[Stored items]

^^^^^^^^^^^^^^^^

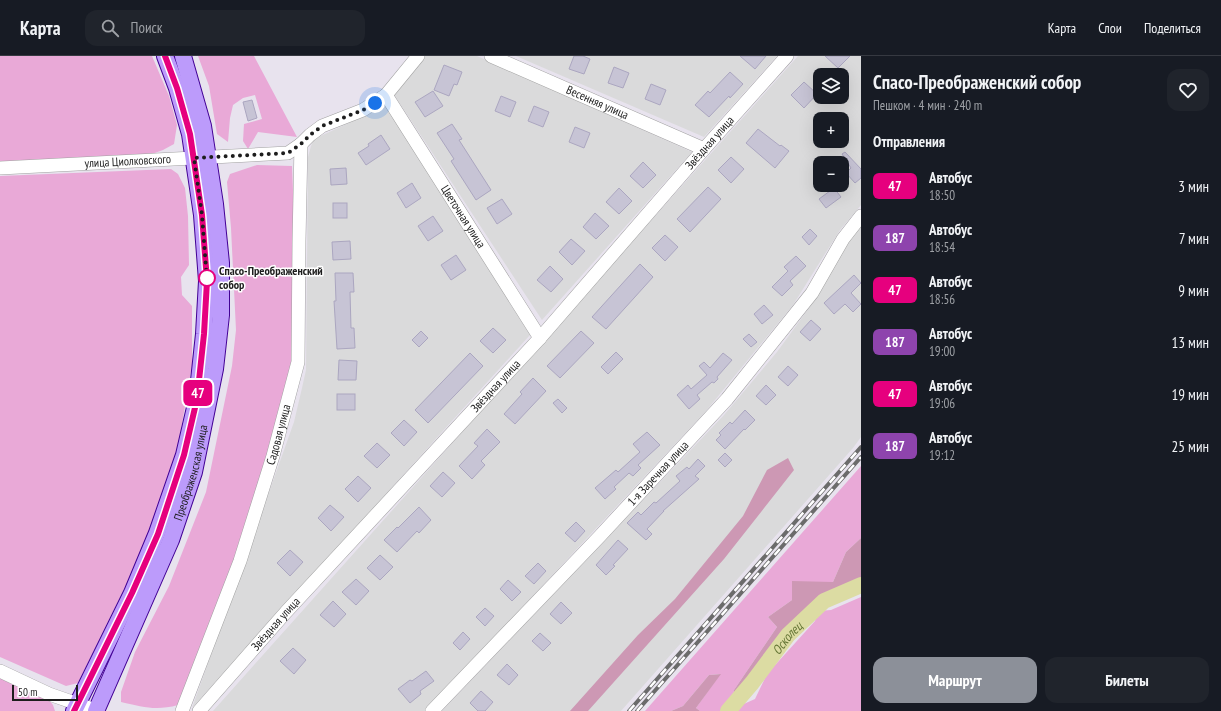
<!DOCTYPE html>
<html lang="ru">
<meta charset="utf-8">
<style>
:root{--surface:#171b24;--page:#20242c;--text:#f1f3f6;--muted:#9ea1a6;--line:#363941;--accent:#8c9099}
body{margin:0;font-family:"PT Sans Narrow",sans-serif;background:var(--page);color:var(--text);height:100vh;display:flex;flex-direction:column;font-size:15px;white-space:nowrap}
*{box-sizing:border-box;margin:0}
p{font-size:13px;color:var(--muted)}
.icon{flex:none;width:22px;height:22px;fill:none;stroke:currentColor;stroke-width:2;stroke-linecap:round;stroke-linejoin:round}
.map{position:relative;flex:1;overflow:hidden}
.panel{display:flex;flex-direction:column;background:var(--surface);width:360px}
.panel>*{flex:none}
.badge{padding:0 8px;border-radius:6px;font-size:14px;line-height:26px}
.fabs{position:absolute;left:813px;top:12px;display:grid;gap:8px}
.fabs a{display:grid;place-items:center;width:36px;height:36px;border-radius:8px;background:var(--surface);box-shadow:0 4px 16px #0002;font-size:20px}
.scale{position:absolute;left:12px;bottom:10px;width:66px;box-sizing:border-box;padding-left:4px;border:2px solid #1d1d1d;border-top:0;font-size:11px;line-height:14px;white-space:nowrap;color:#1d1d1d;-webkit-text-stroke:3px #fff;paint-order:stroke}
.you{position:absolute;width:20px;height:20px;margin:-10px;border:3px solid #fff;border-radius:50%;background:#1a73e8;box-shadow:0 0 0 6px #1a73e833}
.map>.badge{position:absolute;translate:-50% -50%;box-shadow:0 0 0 2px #fff}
h2{padding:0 12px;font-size:15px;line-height:36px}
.round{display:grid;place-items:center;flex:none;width:42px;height:42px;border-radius:12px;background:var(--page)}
.overview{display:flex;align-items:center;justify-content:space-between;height:68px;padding:0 12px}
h1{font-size:19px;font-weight:800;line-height:30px}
.action{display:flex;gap:8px;margin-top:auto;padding:8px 12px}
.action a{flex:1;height:46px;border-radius:12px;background:var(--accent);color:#fff;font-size:16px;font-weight:800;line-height:46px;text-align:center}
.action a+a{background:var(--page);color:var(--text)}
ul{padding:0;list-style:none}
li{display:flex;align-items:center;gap:12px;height:52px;padding:0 12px}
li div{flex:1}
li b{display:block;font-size:15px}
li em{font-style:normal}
li .badge{min-width:44px;font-weight:700;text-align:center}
header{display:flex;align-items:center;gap:24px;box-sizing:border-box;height:56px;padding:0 20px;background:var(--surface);border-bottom:1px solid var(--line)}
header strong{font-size:19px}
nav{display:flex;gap:22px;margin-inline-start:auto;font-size:14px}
.search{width:280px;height:36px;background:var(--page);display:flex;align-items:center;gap:10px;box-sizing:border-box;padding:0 14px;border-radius:12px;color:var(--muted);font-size:15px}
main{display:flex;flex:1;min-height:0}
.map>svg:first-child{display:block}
</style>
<header>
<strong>Карта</strong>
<div class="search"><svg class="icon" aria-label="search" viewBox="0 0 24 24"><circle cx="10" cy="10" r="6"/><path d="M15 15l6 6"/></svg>Поиск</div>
<nav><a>Карта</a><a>Слои</a><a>Поделиться</a></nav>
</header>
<main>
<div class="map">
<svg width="861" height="655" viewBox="0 0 861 655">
<rect width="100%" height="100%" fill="#e8e3ee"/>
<g fill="#dadadb" fill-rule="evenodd">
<path d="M425,0h52l215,96 -150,168 -149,-227z"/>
<path d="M516,0h261l-73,81z"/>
<path d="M798,0h63v149l-21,25 -47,75 -87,106 -281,300h-212zM820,19h22v22h-22zM820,63h22v22h-22zM820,107h22v22h-22z"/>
<path d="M384,47l146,232 -338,373 102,-286 8,-34 4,-18 2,-213 3,-11 3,-7 50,-23z"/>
<path d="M861,170v211l-8,11 -232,263h-179l282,-296 53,-63 40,-55 29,-53z"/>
</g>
<g fill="#e9a9d7">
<path d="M0,0h152l17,40 8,29 -3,19 -11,6 -14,5 -149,8z"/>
<path d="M198,0h56l43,81 -39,-5 -10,17 -5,-8 1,-17 18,-5 -7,-24 -12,3 -10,7 -3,13 -2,24 -11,-8 -8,-48z"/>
<path d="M257,109l35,1 6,147 -2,55 -58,194 -60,143c-22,6 -35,2 -57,-3v-10l14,-40 34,-66 37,-94 26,-126 4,-36 -5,-102 -4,-46 3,-8z"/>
<path d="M171,113l7,5 7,14 3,28 1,49 -8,12 1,18 10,11v59l-17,100 -42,106 -55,112 -12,3 -66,-29v-481z"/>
<path d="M861,410v72l-15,14 -13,30 -41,18 -24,17 9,10 -43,63 -1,12 -8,9h-25l-4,-3 24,-34 -11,1 -26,31 -12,5h-26z"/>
<path d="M861,541v114h-125l1,-4 18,-8 12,-25 48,-53 3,-10 13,-1z"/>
<path d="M0,622l49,22 4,5 2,6h-55z"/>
</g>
<g fill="#cd98b4">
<path d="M788,402l6,12 -70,89 -136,152h-18l68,-76 37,-36 68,-83 24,-46z"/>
<path d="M861,482v44l-38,17 -38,34 -35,48 -17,21 1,-12 43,-63 -9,-10 24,-17v-19l41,1 13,-30z"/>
<path d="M721,618l-25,34 4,3h-29l12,-5 26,-31z"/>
</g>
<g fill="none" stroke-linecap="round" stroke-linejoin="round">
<path stroke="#dcdca3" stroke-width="16" id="s1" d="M728,655l24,-28 36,-48 36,-34 37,-16"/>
</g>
<g fill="#c7c4d5" stroke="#aba6c0">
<path d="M574,0h9l7,3 -6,15 -15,-5z"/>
<path d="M740,0h26l-11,13z"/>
<path d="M825,0h25l-12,12z"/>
<path d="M444,9l18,7 -5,13 -3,-1 -5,12 -15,-6z"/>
<path d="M614,11l15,6 -6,15 -15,-5z"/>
<path d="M730,16l13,12 -13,14 -1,-2 -20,21 -14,-12 13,-14 2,2z"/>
<path d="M804,26l13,12 -13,14 -13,-13z"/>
<path d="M651,28l15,6 -6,15 -15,-6z"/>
<path d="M433,35l10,15 -18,11 -10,-15z"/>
<path d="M501,40l15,6 -6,15 -15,-6z"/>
<path d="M252,44l5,18 -9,3 -5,-19z"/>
<path d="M534,50l15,6 -6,15 -15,-6z"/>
<path d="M452,68l10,15 -3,1 32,50 -15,10 -25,-39 3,-2 -17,-26z"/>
<path d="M575,71l15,6 -6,15 -15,-6z"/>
<path d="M758,73l22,17 1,-1 8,6 -14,17 -29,-25z"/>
<path d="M381,79l9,14 -24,16 -8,-12 11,-7 -1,-2z"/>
<path d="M845,96l16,17v9l-6,5 -9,-10 5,-5 -9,-14z"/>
<path d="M731,101l13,12 -13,14 -13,-13z"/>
<path d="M643,106l13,13 -13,13 -13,-12z"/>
<path d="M346,112l1,16 -16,1 -1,-16z"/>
<path d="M412,127l9,15 -15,10 -9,-15z"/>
<path d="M708,131l13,12 -31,33 -13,-13z"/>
<path d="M619,132l13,13 -13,13 -13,-12z"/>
<path d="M834,132l7,9 -15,11 -7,-9z"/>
<path d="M502,143l10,15 -15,10 -10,-16z"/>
<rect x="333" y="147" width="14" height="15"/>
<path d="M595,157l14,13 -13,13 -13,-12z"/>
<path d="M433,160l10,15 -15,10 -10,-15z"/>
<path d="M810,173l7,7 -8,9 -7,-8z"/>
<path d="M665,179l13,12 -13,14 -13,-13z"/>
<path d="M571,183l14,12 -13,14 -13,-13z"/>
<path d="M350,185l1,18 -18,1 -1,-18z"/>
<path d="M456,199l10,15 -15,10 -10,-15z"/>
<path d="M796,200l10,10 -16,15 3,4 -11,11 -10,-9 16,-16 -4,-4z"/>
<path d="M640,208l13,13 -47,52 -14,-12z"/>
<path d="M550,210l13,13 -12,13 -14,-12z"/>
<path d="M335,217h18l1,19h-4l1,36h3l1,20 -18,1 -3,-48h2z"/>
<path d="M854,219l7,8 -10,10 10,11 -8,8 -8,-8 -11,10 -10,-11z"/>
<path d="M764,249l9,10 -11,9 -8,-10z"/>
<path d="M811,264l10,9 -11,12 -10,-9z"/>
<path d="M493,272l13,12 -13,13 -13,-12z"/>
<path d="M421,275l7,7 -9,9 -7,-7z"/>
<path d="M581,275l13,12 -34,35 -13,-12z"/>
<path d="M749,278l8,8 -6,5 -8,-8z"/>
<path d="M616,296l7,7 -15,15 -7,-7z"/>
<path d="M470,297l13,13 -55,57 -13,-13z"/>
<path d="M723,297l9,7 -15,17 1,2 -4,4 -2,-1 -15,13 3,4 -11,10 -12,-14 11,-10 3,4 16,-14 -8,-9 5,-4 6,6z"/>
<path d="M339,304l18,1 -1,19h-18z"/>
<path d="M788,310l10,9 -10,11 -10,-9z"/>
<path d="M533,322l13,13 -31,33 -11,-10 18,-20 -2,-2z"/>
<path d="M766,329l10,10 -10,10 -10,-9z"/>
<rect x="337" y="338" width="18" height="16"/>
<path d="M558,343l9,9 -5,5 -9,-10z"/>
<path d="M745,354l10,10 -10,10 -1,-1 -19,20 -9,-9 5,-5 -2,-2 11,-11 2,2z"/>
<path d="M404,364l13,12 -13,14 -13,-13z"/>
<path d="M487,373l13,13 -19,19 4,4 -13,14 -13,-13 19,-20 -4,-3z"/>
<path d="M647,376l13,13 -22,20 3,3 -8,8 -4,-3 -15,14 2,2 -11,10 -10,-11 21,-18 2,2 22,-20 -7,-8z"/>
<path d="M377,387l13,12 -13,13 -13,-12z"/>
<path d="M725,397l7,7 -7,7 -7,-7z"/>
<path d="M698,403l7,7 -10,10 4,3 -36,32h1l-17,18 5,5 -6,6 -19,-17 11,-11 3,3 13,-13 2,1 24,-22 -4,-5 11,-9 2,2z"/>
<path d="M443,416l12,11 -13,14 -12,-11z"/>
<path d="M358,420l13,12 -13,14 -13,-13z"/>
<path d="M330,449l14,12 -13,14 -13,-13z"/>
<path d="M419,451l12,13 -12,13 -2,-2 -20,21 -13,-12 13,-13 1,1z"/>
<path d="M576,466l9,9 -10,11 -10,-9z"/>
<path d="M618,484l10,9 -15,16 2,1 -9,9 -10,-10z"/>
<path d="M290,494l13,12 -13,14 -13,-13z"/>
<path d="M380,499l13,12 -13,13 -13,-12z"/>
<path d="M538,507l8,8 -12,13 -9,-8z"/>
<path d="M356,523l13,12 -13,14 -14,-13z"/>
<path d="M508,524l13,12 -9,9 -12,-12z"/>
<path d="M333,545l13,13 -12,13 -14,-12z"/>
<path d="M561,546l11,11 -11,11 -11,-10z"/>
<path d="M485,552l9,8 -9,10 -9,-9z"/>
<path d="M463,576l7,7 -10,11 -7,-7z"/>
<path d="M540,577l11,10 -8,8 -11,-10z"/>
<path d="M293,592l13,12 -12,14 -14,-13z"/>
<path d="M507,608l11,11 -9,10 -12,-10z"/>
<path d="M426,615l8,10 -14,10 1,3 -11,9 -12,-14 12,-9 2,1z"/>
<path d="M481,635l12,11 -8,9h-7l-8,-8z"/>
</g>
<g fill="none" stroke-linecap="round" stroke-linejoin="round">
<defs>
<g id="minor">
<path id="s2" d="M491,0l213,93"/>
<path id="s3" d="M386,39l154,243"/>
<path id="s4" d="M0,112l288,-15 13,-9 9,-9 12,-9 41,-16 23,-15 32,-39"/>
<path d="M0,615l49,23 49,17"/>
<path id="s5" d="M182,655l58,-150 33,-105 25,-94 1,-121 2,-97"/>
<path id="s6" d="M199,655l87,-99 254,-274 164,-189 83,-93"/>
<path id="s7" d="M432,655l167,-174 128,-138 85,-106 31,-54 18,-23"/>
</g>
<g id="major">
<path d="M74,655l58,-118 25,-60 27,-78 13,-56 7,-65 3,-53 -5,-66 -12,-81 -13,-46 -12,-32"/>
<path id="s8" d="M96,655l75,-171 23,-68 21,-103 6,-54v-52l-6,-59 -12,-78 -20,-70"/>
</g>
</defs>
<use href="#minor" stroke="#a1a1a1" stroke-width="14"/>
<use href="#major" stroke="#420195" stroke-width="18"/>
<use href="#minor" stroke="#fff" stroke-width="13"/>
<use href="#major" stroke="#bc9bfb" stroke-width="16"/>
<defs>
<g id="rail">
<path d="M629,655l232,-264"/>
<path d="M637,655l224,-254"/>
</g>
</defs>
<use href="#rail" stroke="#6b6b6b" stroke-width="4"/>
<use href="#rail" stroke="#fff" stroke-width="2.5" stroke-dasharray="8" stroke-linecap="butt"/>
</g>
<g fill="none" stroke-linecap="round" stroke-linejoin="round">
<defs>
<path id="line" d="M74,655l58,-118 26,-59 26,-79 13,-56 7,-65 3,-53 -5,-66 -12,-81 -13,-46 -12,-32"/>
</defs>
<use href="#line" stroke="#fff" stroke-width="9"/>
<use href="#line" stroke="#e6007e" stroke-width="6"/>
<path stroke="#1d1d1d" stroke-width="4" stroke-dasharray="0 7.2" d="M207,222v3l-5,-66 -8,-57 94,-5 13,-9 9,-9 12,-9 41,-16 12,-7"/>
</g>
<circle fill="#fff" stroke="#e6007e" stroke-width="2" cx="207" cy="222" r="8"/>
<g text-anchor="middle" stroke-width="3" stroke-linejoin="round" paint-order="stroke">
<g font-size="12" fill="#1d1d1d" stroke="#fff">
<text dy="4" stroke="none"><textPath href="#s2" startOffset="116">Весенняя улица</textPath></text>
<text dy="4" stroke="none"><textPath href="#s6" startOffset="764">Звёздная улица</textPath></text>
<text dy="4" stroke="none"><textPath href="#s4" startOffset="128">улица Циолковского</textPath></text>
<text dy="4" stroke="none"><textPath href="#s3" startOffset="144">Цветочная улица</textPath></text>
<text dy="4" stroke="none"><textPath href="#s6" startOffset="440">Звёздная улица</textPath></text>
<text dy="4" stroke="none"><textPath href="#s5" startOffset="293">Садовая улица</textPath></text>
<text dy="4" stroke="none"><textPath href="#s8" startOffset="257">Преображенская улица</textPath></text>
<text dy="4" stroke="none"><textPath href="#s7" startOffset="328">1-я Заречная улица</textPath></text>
<text dy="4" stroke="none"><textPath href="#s6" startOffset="116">Звёздная улица</textPath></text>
</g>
<g font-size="12" font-weight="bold" fill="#1d1d1d" stroke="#fff" text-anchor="start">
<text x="219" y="219">Спасо-Преображенский<tspan x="219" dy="14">собор</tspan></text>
</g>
<g font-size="13" font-style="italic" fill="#657636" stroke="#fff">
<text dy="5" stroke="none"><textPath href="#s1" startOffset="94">Осколец</textPath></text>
</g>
</g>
</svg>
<div class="fabs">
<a><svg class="icon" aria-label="layers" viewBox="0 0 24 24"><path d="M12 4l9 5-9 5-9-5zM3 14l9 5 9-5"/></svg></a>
<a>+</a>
<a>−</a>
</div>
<div class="scale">50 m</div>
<div class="you" style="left:375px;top:47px"></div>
<b class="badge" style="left:198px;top:337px;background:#e6007e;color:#fff">47</b>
</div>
<section class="panel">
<div class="overview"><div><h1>Спасо-Преображенский собор</h1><p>Пешком · 4 мин · 240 m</p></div><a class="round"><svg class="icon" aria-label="heart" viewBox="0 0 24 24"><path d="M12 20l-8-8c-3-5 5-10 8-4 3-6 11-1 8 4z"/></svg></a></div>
<h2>Отправления</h2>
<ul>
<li><span class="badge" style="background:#e6007e;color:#fff">47</span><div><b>Автобус</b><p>18:50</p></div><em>3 мин</em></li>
<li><span class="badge" style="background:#8e44ad;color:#fff">187</span><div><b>Автобус</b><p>18:54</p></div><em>7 мин</em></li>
<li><span class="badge" style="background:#e6007e;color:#fff">47</span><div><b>Автобус</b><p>18:56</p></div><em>9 мин</em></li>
<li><span class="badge" style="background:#8e44ad;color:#fff">187</span><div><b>Автобус</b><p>19:00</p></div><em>13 мин</em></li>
<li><span class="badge" style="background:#e6007e;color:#fff">47</span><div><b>Автобус</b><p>19:06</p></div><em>19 мин</em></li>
<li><span class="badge" style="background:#8e44ad;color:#fff">187</span><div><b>Автобус</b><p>19:12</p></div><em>25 мин</em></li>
</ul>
<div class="action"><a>Маршрут</a><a>Билеты</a></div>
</section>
</main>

^^^^^^^^^^^^^^^^

Return, from the data, each line that has the word "paint" in it.

■ **Result below**:
.scale{position:absolute;left:12px;bottom:10px;width:66px;box-sizing:border-box;padding-left:4px;border:2px solid #1d1d1d;border-top:0;font-size:11px;line-height:14px;white-space:nowrap;color:#1d1d1d;-webkit-text-stroke:3px #fff;paint-order:stroke}
<g text-anchor="middle" stroke-width="3" stroke-linejoin="round" paint-order="stroke">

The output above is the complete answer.